→ WHAT IS BEING ASKED: All of the data below is to be output exactly as written.

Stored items

--- START ---

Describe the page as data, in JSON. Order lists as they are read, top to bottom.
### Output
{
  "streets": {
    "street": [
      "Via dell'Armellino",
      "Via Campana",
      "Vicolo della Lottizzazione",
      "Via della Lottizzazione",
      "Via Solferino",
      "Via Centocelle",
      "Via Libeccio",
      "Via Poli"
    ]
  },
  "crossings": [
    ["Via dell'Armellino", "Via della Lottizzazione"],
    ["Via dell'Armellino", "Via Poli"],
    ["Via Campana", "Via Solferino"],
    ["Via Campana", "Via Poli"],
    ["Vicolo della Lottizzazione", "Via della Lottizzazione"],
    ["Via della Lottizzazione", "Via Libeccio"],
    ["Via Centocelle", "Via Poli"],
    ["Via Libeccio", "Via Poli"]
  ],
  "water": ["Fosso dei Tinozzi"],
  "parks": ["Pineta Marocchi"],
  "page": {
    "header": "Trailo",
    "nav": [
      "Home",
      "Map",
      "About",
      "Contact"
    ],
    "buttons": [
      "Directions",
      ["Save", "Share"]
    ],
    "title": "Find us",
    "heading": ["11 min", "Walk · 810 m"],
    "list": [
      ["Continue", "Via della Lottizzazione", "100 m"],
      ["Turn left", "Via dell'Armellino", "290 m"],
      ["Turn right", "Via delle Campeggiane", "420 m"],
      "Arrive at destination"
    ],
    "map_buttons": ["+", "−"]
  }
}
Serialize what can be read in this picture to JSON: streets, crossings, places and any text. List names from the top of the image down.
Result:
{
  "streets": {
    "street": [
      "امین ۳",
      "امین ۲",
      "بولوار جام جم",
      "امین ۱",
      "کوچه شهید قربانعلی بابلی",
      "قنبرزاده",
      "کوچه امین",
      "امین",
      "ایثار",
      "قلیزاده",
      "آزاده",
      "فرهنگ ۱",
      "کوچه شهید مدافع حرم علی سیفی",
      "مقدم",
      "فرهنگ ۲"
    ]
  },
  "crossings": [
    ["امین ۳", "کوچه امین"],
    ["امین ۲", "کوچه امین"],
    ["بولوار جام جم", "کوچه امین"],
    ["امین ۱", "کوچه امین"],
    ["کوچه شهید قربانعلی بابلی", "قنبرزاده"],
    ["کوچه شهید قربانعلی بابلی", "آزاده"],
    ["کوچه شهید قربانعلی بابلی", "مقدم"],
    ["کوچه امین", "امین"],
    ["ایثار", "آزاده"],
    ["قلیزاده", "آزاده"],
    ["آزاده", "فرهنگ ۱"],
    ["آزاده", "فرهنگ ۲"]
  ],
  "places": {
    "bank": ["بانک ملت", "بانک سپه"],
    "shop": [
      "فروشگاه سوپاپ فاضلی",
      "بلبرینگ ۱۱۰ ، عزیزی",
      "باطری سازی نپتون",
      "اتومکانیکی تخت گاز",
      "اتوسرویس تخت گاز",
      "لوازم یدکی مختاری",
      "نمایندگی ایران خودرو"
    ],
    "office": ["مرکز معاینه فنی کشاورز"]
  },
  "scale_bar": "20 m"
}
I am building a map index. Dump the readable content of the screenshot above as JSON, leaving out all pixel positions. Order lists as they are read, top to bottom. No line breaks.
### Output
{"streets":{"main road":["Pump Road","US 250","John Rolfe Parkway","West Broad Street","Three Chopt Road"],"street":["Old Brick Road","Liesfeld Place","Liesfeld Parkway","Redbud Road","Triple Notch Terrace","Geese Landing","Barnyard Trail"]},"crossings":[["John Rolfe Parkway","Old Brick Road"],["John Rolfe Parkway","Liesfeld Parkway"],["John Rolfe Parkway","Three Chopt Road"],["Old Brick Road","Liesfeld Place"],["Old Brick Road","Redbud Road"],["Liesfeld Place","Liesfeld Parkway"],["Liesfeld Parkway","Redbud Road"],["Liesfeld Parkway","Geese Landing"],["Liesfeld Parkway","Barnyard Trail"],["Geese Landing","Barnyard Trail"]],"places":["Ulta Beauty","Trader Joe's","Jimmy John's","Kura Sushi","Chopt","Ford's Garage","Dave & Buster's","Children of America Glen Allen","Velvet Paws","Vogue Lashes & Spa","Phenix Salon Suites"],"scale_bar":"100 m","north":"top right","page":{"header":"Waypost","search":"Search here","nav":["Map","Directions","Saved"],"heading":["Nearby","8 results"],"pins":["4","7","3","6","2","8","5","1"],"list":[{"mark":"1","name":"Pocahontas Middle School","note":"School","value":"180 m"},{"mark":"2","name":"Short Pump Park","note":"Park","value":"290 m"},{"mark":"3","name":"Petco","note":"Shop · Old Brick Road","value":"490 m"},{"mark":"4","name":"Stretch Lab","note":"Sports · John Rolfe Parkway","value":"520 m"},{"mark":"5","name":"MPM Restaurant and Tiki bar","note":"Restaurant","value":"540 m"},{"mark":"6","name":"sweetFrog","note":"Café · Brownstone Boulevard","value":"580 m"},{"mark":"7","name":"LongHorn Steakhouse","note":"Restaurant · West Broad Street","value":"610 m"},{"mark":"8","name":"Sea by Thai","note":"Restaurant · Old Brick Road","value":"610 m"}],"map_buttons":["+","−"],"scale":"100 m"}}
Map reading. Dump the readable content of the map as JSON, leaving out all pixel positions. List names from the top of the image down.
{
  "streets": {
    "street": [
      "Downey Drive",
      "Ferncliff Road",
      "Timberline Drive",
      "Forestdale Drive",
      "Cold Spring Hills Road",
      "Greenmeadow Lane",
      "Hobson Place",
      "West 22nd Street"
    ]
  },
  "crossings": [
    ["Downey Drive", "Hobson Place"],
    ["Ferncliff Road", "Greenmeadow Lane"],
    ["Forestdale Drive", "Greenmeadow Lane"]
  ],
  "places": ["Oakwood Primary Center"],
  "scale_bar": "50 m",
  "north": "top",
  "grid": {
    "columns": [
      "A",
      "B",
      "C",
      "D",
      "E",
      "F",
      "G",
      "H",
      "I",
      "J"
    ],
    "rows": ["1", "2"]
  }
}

--- END ---

→ RESPONSE:
Describe the page as data, in JSON. Order lists as they are read, top to bottom.
### Output
{
  "streets": {
    "street": [
      "Via dell'Armellino",
      "Via Campana",
      "Vicolo della Lottizzazione",
      "Via della Lottizzazione",
      "Via Solferino",
      "Via Centocelle",
      "Via Libeccio",
      "Via Poli"
    ]
  },
  "crossings": [
    ["Via dell'Armellino", "Via della Lottizzazione"],
    ["Via dell'Armellino", "Via Poli"],
    ["Via Campana", "Via Solferino"],
    ["Via Campana", "Via Poli"],
    ["Vicolo della Lottizzazione", "Via della Lottizzazione"],
    ["Via della Lottizzazione", "Via Libeccio"],
    ["Via Centocelle", "Via Poli"],
    ["Via Libeccio", "Via Poli"]
  ],
  "water": ["Fosso dei Tinozzi"],
  "parks": ["Pineta Marocchi"],
  "page": {
    "header": "Trailo",
    "nav": [
      "Home",
      "Map",
      "About",
      "Contact"
    ],
    "buttons": [
      "Directions",
      ["Save", "Share"]
    ],
    "title": "Find us",
    "heading": ["11 min", "Walk · 810 m"],
    "list": [
      ["Continue", "Via della Lottizzazione", "100 m"],
      ["Turn left", "Via dell'Armellino", "290 m"],
      ["Turn right", "Via delle Campeggiane", "420 m"],
      "Arrive at destination"
    ],
    "map_buttons": ["+", "−"]
  }
}
Serialize what can be read in this picture to JSON: streets, crossings, places and any text. List names from the top of the image down.
Result:
{
  "streets": {
    "street": [
      "امین ۳",
      "امین ۲",
      "بولوار جام جم",
      "امین ۱",
      "کوچه شهید قربانعلی بابلی",
      "قنبرزاده",
      "کوچه امین",
      "امین",
      "ایثار",
      "قلیزاده",
      "آزاده",
      "فرهنگ ۱",
      "کوچه شهید مدافع حرم علی سیفی",
      "مقدم",
      "فرهنگ ۲"
    ]
  },
  "crossings": [
    ["امین ۳", "کوچه امین"],
    ["امین ۲", "کوچه امین"],
    ["بولوار جام جم", "کوچه امین"],
    ["امین ۱", "کوچه امین"],
    ["کوچه شهید قربانعلی بابلی", "قنبرزاده"],
    ["کوچه شهید قربانعلی بابلی", "آزاده"],
    ["کوچه شهید قربانعلی بابلی", "مقدم"],
    ["کوچه امین", "امین"],
    ["ایثار", "آزاده"],
    ["قلیزاده", "آزاده"],
    ["آزاده", "فرهنگ ۱"],
    ["آزاده", "فرهنگ ۲"]
  ],
  "places": {
    "bank": ["بانک ملت", "بانک سپه"],
    "shop": [
      "فروشگاه سوپاپ فاضلی",
      "بلبرینگ ۱۱۰ ، عزیزی",
      "باطری سازی نپتون",
      "اتومکانیکی تخت گاز",
      "اتوسرویس تخت گاز",
      "لوازم یدکی مختاری",
      "نمایندگی ایران خودرو"
    ],
    "office": ["مرکز معاینه فنی کشاورز"]
  },
  "scale_bar": "20 m"
}
I am building a map index. Dump the readable content of the screenshot above as JSON, leaving out all pixel positions. Order lists as they are read, top to bottom. No line breaks.
### Output
{"streets":{"main road":["Pump Road","US 250","John Rolfe Parkway","West Broad Street","Three Chopt Road"],"street":["Old Brick Road","Liesfeld Place","Liesfeld Parkway","Redbud Road","Triple Notch Terrace","Geese Landing","Barnyard Trail"]},"crossings":[["John Rolfe Parkway","Old Brick Road"],["John Rolfe Parkway","Liesfeld Parkway"],["John Rolfe Parkway","Three Chopt Road"],["Old Brick Road","Liesfeld Place"],["Old Brick Road","Redbud Road"],["Liesfeld Place","Liesfeld Parkway"],["Liesfeld Parkway","Redbud Road"],["Liesfeld Parkway","Geese Landing"],["Liesfeld Parkway","Barnyard Trail"],["Geese Landing","Barnyard Trail"]],"places":["Ulta Beauty","Trader Joe's","Jimmy John's","Kura Sushi","Chopt","Ford's Garage","Dave & Buster's","Children of America Glen Allen","Velvet Paws","Vogue Lashes & Spa","Phenix Salon Suites"],"scale_bar":"100 m","north":"top right","page":{"header":"Waypost","search":"Search here","nav":["Map","Directions","Saved"],"heading":["Nearby","8 results"],"pins":["4","7","3","6","2","8","5","1"],"list":[{"mark":"1","name":"Pocahontas Middle School","note":"School","value":"180 m"},{"mark":"2","name":"Short Pump Park","note":"Park","value":"290 m"},{"mark":"3","name":"Petco","note":"Shop · Old Brick Road","value":"490 m"},{"mark":"4","name":"Stretch Lab","note":"Sports · John Rolfe Parkway","value":"520 m"},{"mark":"5","name":"MPM Restaurant and Tiki bar","note":"Restaurant","value":"540 m"},{"mark":"6","name":"sweetFrog","note":"Café · Brownstone Boulevard","value":"580 m"},{"mark":"7","name":"LongHorn Steakhouse","note":"Restaurant · West Broad Street","value":"610 m"},{"mark":"8","name":"Sea by Thai","note":"Restaurant · Old Brick Road","value":"610 m"}],"map_buttons":["+","−"],"scale":"100 m"}}
Map reading. Dump the readable content of the map as JSON, leaving out all pixel positions. List names from the top of the image down.
{
  "streets": {
    "street": [
      "Downey Drive",
      "Ferncliff Road",
      "Timberline Drive",
      "Forestdale Drive",
      "Cold Spring Hills Road",
      "Greenmeadow Lane",
      "Hobson Place",
      "West 22nd Street"
    ]
  },
  "crossings": [
    ["Downey Drive", "Hobson Place"],
    ["Ferncliff Road", "Greenmeadow Lane"],
    ["Forestdale Drive", "Greenmeadow Lane"]
  ],
  "places": ["Oakwood Primary Center"],
  "scale_bar": "50 m",
  "north": "top",
  "grid": {
    "columns": [
      "A",
      "B",
      "C",
      "D",
      "E",
      "F",
      "G",
      "H",
      "I",
      "J"
    ],
    "rows": ["1", "2"]
  }
}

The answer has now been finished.